Ce livre s’appuie sur un travail de synthèse riche de vingt années d’observation de la vie des coopératives. L’analyse est particulièrement intéressante en ce qu’elle articule des aspects conceptuels et pratiques. L’ouvrage est ainsi structuré en deux parties. Dans la première, l’auteur aborde ce qu’il nomme les « modèles théoriques » en faisant appel à une bibliographie importante. La seconde, quant à elle, permet de tester les modèles en ouvrant un espace de réflexion autour de cas concrets. L’auteur propose notamment au lecteur son analyse de neuf études de cas issues du monde entier et aux contours très variés, qui donnent de la profondeur au travail présenté. En outre, l’ouvrage est agrémenté de nombreux graphiques et figures qui en facilitent la lecture.

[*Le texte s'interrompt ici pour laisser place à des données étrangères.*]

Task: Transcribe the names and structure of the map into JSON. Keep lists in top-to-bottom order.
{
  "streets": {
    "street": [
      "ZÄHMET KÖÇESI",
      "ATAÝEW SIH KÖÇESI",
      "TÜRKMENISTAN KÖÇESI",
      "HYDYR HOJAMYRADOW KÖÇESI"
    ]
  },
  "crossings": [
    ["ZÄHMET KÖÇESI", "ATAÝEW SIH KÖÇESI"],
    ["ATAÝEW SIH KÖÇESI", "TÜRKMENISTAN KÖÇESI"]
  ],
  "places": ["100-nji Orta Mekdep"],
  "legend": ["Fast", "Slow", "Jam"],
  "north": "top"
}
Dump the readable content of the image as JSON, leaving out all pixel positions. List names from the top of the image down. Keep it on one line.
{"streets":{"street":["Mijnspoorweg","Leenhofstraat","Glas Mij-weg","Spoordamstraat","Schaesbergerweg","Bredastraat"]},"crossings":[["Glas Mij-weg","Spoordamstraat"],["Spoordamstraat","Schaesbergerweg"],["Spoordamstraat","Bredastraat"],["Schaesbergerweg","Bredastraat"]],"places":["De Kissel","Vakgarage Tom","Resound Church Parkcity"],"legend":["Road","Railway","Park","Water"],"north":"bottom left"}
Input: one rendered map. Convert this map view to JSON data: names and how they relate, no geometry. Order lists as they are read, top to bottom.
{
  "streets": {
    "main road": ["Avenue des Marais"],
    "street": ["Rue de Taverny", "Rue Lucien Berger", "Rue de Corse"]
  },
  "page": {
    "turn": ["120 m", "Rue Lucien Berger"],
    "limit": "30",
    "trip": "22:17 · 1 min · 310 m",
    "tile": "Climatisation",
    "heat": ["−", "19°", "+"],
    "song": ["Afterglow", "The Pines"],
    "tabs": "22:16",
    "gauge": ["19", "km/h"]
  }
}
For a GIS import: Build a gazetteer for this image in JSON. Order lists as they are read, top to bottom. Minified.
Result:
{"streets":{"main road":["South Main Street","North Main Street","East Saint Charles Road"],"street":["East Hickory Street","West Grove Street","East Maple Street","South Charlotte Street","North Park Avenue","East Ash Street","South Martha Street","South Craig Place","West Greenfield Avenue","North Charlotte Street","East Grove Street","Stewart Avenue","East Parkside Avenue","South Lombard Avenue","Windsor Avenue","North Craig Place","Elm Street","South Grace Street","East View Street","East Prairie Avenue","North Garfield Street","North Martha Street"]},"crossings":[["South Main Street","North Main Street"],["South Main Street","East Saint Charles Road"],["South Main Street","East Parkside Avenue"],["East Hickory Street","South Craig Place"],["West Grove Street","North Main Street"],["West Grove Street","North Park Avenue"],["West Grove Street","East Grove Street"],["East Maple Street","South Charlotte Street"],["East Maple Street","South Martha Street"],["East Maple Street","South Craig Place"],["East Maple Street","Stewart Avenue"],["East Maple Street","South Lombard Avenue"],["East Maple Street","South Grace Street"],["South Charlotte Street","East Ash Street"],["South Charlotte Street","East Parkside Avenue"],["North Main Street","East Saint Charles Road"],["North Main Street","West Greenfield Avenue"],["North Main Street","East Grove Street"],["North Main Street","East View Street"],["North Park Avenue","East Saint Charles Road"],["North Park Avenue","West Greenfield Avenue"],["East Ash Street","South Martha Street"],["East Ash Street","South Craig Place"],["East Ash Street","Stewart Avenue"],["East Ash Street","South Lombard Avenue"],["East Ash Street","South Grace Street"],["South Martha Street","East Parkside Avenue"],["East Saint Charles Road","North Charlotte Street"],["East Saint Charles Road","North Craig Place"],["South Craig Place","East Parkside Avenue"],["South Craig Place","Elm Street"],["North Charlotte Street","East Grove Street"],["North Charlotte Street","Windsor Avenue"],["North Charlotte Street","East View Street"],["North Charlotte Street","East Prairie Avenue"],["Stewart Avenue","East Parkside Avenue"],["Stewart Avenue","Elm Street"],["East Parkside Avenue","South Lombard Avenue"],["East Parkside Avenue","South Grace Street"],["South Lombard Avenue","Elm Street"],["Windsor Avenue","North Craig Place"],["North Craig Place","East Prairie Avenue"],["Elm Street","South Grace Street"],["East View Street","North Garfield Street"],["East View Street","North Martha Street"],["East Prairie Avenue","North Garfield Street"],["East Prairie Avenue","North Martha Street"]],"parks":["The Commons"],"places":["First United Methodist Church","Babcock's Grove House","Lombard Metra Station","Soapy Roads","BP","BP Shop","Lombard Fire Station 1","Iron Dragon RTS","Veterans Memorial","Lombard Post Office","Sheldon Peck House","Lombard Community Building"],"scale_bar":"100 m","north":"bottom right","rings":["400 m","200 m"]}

Les modèles théoriques de la coopérative
Dans son analyse conceptuelle, Daniel Côté distingue trois modèles qu’il développe tout au long de son argumentation. Le premier, appelé « modèle d’équilibre coopératif », est défini comme permettant d’aligner les valeurs et les principes coopératifs dans un cadre de gestion adapté. Il se construit autour de thématiques comme la participation, la démocratie, l’éducation, l’engagement communautaire, l’intercoopération, les valeurs et pratiques commerciales et managériales. C’est en quelque sorte, le modèle traditionnel ou originel des coopératives. Le deuxième, qualifié de « modèle du malaise identitaire », est le fruit de la modification des règles de marché et des règles coopératives. Il rend compte de la trajectoire dénaturalisante de coopératives en raison de changements structurels ayant un impact majeur sur leur émergence et leur évolution. L’auteur note tout d’abord que les conditions actuelles ne reflètent plus les échecs du marché auxquels les membres des coopératives étaient historiquement soumis. En outre, l’individualisme ambiant a eu pour conséquence de développer chez eux une attitude consumériste et une attention limitée aux seuls services. L’augmentation considérable du nombre de membres dans les grandes coopératives joue également un rôle non négligeable en accentuant la fréquence des comportements de type « passagers clandestins » et en affaiblissant le statut de propriétaire. Enfin, l’interpénétration des champs d’activité des coopératives et de leurs concurrents favorise l’isomorphisme avec les entreprises à capital-actions. Cependant, face à tous ces changements, les coopératives ne sont pas sans ressources.

Vers un nouveau paradigme coopératif ?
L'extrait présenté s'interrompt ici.